Infinitely Losing My Edge
Yeah, I'm losing my edge.
I'm losing my edge.
The kids are coming up from behind.
I'm losing my edge.
I'm losing my edge to the kids from Belize and from Woodstock.
But I was there.
I was there in 1970.
I was there at the first Onyeabor show in Enugu.
I'm losing my edge.
I'm losing my edge to the kids whose footsteps I hear when they get on the decks.
I'm losing my edge to the internet seekers who can tell me every member of every good group from 1963 to 1975.
I'm losing my edge.
To all the kids in Cairo and Philadelphia.
I'm losing my edge to the art-school Hong Kong kids in little jackets and borrowed nostalgia for the unremembered nineties.
I'm losing my edge.
I'm losing my edge.
I can hear the footsteps every night on the decks.
But I was there.
I was there in 1983 at the first Lewis practice in a loft in Vancouver.

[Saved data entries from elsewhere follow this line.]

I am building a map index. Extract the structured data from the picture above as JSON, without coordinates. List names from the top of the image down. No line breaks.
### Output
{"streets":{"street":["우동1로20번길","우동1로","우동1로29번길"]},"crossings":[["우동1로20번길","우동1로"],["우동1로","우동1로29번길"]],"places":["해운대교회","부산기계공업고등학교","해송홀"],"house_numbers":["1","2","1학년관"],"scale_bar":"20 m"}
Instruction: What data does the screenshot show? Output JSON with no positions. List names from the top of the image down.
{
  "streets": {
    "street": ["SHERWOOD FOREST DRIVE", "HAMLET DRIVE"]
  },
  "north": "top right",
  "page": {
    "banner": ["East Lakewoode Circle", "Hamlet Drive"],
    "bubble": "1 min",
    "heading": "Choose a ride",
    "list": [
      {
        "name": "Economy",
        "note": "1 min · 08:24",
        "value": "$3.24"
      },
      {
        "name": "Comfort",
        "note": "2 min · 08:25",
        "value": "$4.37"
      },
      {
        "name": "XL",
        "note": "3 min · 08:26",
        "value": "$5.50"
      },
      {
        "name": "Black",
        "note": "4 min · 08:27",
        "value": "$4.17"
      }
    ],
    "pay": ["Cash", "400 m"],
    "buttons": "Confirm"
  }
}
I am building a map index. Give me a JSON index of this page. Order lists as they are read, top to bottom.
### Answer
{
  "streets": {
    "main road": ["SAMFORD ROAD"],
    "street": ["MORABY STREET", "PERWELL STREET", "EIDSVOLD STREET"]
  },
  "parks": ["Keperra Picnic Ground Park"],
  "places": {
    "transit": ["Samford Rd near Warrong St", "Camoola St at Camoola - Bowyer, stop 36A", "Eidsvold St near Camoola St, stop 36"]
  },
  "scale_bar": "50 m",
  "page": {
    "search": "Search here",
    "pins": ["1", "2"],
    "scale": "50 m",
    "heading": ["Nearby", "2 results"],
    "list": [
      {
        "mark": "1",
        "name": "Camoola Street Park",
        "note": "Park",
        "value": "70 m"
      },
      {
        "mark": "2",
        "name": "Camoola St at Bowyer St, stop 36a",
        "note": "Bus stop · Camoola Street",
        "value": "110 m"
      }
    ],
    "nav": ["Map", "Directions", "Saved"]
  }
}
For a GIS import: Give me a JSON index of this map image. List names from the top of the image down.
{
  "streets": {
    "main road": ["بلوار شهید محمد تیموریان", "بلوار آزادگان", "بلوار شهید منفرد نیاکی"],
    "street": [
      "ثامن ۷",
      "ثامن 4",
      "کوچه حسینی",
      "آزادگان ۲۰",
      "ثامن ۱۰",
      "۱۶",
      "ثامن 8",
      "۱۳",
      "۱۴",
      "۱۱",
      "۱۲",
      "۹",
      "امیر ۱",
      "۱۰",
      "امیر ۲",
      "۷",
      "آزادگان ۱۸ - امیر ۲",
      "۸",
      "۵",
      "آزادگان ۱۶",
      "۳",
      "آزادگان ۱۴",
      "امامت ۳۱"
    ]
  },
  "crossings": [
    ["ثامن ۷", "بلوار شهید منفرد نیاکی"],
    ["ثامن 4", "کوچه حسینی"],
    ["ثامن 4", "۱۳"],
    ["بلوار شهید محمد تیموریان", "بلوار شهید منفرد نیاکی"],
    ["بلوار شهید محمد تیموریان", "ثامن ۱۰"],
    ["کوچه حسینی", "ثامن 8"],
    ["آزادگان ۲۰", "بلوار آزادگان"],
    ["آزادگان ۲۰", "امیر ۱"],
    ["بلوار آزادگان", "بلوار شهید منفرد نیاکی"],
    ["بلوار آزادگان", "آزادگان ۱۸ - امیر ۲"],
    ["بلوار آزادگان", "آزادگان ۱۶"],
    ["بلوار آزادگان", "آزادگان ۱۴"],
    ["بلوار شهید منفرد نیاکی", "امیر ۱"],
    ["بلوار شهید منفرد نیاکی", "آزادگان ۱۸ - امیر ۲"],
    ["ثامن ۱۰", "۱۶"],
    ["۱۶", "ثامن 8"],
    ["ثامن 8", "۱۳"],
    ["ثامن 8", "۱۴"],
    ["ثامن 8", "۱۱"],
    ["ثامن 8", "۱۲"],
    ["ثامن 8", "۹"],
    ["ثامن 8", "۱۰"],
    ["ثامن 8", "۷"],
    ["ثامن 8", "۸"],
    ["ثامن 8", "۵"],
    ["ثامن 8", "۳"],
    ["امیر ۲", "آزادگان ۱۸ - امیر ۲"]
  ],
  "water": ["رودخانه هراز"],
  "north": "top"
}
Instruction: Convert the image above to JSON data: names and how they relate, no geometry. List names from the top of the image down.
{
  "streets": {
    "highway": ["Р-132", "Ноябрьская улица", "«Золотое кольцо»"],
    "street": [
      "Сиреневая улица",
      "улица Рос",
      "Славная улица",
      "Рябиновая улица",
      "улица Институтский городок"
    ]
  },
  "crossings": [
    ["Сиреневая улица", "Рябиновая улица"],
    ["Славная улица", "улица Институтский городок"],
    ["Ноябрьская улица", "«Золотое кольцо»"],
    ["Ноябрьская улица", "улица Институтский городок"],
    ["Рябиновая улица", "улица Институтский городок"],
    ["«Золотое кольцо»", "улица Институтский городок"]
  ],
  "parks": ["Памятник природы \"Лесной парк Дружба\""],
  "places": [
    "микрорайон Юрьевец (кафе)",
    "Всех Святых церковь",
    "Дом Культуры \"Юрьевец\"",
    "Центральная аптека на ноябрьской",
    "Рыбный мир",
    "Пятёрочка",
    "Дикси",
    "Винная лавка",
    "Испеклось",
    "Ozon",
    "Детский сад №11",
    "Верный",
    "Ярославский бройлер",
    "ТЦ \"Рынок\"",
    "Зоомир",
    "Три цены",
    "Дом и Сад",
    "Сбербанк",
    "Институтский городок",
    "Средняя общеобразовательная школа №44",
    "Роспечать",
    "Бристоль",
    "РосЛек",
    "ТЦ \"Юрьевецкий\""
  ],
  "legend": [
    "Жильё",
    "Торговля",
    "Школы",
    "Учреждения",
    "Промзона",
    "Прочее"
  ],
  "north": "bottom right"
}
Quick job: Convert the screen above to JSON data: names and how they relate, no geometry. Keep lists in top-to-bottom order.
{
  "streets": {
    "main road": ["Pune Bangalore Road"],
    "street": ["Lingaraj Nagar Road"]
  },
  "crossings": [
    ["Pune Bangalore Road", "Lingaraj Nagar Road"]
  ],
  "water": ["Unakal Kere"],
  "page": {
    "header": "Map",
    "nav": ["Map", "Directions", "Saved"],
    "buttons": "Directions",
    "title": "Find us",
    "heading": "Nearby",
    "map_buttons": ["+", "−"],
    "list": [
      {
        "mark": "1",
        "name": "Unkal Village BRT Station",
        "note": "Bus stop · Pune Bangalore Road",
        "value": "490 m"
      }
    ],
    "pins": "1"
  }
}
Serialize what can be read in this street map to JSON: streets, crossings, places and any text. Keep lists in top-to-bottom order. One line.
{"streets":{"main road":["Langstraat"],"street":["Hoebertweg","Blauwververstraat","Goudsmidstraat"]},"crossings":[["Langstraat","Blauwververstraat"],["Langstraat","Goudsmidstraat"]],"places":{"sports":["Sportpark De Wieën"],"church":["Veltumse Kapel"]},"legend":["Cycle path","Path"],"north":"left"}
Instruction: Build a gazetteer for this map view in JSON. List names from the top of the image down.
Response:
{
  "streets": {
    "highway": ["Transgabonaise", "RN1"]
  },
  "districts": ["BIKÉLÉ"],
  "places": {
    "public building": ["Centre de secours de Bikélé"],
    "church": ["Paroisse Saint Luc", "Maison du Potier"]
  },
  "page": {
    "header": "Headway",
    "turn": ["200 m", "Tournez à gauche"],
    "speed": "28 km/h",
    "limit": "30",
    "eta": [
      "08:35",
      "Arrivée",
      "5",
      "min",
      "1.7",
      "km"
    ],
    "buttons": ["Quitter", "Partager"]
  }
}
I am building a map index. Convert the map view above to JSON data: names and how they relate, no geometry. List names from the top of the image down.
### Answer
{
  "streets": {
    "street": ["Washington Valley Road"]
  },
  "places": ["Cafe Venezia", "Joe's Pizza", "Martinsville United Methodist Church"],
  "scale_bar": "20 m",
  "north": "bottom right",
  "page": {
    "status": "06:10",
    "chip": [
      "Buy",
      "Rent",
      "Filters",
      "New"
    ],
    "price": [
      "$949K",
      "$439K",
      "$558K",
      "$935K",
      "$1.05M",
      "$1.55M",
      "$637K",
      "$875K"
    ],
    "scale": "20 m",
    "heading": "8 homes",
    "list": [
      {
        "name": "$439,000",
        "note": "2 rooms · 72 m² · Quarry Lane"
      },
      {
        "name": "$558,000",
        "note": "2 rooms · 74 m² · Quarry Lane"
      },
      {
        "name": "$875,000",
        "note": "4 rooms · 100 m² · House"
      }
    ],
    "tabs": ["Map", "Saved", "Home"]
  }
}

I was working on the chamberlin sounds with much patience.
I was there when Captain Beefheart started up his first band.
I told him, "Don't do it that way. You'll never make a dime."
I was there.
I was the first guy playing The American Breed to the electroclash kids.
I played it at Cafe Wha.
Everybody thought I was crazy.
We all know.
I was there.
I was there.
I've never been wrong.
But I'm losing my edge to better-looking people with better ideas and more talent.
And they're actually really, really nice.
I'm losing my edge.
I heard you have a compilation of every good song ever done by anybody.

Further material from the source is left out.